→ **The data**:
[Start of section]
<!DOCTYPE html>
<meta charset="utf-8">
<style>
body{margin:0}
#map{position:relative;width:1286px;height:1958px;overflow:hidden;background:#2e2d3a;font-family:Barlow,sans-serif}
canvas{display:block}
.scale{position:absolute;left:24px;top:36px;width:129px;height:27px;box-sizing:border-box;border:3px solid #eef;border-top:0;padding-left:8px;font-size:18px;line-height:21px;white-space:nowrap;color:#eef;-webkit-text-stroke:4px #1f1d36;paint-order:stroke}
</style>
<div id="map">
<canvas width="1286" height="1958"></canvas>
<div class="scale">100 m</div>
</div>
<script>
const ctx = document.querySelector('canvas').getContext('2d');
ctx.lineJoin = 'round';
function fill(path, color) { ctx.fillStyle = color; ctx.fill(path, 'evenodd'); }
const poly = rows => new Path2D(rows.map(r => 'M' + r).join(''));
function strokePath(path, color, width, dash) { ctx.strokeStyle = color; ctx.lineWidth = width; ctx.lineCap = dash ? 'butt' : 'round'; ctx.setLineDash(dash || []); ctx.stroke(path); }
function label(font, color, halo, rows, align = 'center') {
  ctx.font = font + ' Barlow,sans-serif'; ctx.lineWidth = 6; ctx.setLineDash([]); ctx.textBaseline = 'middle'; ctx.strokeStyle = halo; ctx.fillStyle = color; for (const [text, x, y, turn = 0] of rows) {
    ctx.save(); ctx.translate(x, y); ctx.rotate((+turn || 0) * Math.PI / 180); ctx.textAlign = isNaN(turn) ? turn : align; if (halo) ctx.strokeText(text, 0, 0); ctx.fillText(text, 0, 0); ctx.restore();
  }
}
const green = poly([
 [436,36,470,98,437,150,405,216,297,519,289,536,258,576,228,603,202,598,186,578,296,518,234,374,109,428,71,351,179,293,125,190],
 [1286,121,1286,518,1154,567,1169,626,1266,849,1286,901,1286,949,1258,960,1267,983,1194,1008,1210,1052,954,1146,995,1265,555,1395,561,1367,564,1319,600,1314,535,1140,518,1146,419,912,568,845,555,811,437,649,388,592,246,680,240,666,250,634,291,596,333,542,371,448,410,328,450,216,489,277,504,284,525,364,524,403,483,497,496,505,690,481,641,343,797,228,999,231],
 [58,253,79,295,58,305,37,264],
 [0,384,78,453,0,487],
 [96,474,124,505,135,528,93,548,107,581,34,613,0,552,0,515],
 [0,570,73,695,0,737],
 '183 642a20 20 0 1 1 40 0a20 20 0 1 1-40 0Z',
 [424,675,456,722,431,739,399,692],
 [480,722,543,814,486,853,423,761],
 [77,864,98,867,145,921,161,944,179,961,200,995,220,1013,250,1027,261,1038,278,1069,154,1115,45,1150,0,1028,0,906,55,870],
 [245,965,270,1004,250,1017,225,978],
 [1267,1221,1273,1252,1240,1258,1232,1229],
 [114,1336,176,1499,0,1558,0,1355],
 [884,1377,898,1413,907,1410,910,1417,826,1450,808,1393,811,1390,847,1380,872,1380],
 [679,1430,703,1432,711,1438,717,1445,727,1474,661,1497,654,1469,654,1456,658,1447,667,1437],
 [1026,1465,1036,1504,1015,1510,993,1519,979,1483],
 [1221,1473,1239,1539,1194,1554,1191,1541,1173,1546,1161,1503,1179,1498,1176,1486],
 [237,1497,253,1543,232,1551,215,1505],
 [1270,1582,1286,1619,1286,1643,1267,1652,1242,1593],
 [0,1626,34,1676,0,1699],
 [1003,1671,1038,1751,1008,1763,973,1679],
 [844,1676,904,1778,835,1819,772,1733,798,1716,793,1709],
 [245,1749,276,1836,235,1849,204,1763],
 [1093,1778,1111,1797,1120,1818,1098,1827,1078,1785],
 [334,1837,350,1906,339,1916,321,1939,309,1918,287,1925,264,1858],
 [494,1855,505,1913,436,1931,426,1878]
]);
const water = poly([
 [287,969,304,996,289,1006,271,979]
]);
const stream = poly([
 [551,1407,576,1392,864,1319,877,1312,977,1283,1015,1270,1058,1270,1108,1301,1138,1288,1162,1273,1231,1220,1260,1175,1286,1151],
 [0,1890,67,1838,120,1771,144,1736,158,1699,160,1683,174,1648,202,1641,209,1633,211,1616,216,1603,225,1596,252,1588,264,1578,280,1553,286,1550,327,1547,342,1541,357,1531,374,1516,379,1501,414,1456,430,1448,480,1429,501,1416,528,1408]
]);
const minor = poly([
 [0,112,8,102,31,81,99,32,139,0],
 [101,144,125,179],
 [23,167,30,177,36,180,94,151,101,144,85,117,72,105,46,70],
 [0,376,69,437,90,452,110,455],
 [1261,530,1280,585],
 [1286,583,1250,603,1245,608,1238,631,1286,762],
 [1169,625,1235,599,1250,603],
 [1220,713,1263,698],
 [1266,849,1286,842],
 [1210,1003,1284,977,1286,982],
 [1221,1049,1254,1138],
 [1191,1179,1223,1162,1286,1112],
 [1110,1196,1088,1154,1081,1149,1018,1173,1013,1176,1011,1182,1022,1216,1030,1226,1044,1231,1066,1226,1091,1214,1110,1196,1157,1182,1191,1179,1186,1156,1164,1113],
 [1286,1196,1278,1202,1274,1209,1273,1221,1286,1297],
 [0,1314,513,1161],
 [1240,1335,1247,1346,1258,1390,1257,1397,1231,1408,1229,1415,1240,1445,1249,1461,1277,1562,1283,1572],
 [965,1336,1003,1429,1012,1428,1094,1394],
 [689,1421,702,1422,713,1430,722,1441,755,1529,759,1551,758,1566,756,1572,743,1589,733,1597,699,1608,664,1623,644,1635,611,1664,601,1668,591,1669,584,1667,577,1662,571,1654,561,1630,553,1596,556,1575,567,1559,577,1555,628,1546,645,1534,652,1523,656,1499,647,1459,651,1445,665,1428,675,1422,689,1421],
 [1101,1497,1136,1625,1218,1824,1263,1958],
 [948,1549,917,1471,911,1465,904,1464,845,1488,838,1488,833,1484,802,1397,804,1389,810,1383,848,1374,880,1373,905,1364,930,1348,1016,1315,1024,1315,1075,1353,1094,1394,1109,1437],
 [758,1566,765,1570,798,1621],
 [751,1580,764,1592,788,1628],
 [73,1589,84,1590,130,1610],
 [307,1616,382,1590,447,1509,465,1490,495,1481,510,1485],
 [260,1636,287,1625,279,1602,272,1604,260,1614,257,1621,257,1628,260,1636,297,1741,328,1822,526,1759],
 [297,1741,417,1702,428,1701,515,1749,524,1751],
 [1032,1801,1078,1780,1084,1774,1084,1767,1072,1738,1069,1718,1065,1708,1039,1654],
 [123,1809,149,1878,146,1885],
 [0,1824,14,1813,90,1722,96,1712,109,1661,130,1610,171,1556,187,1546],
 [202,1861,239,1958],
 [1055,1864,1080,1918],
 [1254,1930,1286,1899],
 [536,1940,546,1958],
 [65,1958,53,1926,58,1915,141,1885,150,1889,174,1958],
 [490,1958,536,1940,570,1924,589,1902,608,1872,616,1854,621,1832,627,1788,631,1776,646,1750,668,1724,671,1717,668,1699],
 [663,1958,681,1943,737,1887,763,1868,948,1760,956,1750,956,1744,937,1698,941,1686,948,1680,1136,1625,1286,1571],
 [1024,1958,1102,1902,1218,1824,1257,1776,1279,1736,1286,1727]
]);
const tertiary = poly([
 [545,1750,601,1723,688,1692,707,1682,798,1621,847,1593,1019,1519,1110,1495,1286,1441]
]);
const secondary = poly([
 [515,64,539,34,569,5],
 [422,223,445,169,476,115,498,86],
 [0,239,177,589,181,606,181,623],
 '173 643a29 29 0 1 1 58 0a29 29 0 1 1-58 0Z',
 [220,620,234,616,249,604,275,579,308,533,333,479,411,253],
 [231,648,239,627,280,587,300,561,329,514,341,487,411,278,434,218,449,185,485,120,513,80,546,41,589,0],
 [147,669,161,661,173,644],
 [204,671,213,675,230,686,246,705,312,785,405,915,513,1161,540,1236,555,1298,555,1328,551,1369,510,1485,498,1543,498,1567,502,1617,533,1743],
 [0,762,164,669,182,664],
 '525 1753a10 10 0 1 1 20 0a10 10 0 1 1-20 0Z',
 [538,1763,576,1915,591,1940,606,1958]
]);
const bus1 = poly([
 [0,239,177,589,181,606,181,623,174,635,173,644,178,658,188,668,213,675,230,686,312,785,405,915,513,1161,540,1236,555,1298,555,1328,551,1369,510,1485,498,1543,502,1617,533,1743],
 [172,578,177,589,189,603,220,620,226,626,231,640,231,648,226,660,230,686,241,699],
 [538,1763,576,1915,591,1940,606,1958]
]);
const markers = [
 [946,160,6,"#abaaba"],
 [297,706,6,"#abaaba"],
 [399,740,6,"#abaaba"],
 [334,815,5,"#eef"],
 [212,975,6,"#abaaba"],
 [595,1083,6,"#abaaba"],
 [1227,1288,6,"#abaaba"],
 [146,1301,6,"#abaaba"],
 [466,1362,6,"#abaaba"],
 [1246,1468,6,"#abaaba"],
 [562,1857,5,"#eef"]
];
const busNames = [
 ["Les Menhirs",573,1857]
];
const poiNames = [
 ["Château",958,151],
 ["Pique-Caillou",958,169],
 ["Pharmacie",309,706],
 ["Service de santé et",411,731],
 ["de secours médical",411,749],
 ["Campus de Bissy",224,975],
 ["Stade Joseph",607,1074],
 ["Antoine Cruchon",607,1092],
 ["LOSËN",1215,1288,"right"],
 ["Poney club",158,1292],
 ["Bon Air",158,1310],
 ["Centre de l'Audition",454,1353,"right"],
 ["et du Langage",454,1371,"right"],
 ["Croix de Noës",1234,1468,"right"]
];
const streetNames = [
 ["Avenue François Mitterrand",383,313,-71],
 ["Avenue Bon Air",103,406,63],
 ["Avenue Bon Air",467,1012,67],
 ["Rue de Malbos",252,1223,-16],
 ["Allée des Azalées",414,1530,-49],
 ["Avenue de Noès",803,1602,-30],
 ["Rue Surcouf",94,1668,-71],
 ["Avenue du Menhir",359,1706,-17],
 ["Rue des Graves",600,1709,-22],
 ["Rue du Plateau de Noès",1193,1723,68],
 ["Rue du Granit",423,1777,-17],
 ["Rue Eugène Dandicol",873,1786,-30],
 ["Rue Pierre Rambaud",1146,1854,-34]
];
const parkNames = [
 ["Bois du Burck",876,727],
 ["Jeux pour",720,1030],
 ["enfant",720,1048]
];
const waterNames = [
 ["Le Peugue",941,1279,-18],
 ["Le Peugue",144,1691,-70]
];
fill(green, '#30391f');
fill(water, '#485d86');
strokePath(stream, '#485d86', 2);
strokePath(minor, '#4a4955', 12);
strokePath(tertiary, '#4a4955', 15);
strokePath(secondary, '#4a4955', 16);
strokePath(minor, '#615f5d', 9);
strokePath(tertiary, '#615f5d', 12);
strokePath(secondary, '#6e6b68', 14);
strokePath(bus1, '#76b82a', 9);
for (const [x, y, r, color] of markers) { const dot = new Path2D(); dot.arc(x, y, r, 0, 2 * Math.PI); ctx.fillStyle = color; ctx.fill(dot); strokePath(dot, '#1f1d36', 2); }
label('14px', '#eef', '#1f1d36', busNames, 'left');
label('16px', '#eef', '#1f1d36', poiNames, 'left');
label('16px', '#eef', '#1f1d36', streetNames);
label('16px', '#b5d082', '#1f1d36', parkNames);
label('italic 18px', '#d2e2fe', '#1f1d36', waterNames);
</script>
[End of section]
Please copy all lines of the listing in which the string "rows" occurs.

const poly = rows => new Path2D(rows.map(r => 'M' + r).join(''));
function label(font, color, halo, rows, align = 'center') {
  ctx.font = font + ' Barlow,sans-serif'; ctx.lineWidth = 6; ctx.setLineDash([]); ctx.textBaseline = 'middle'; ctx.strokeStyle = halo; ctx.fillStyle = color; for (const [text, x, y, turn = 0] of rows) {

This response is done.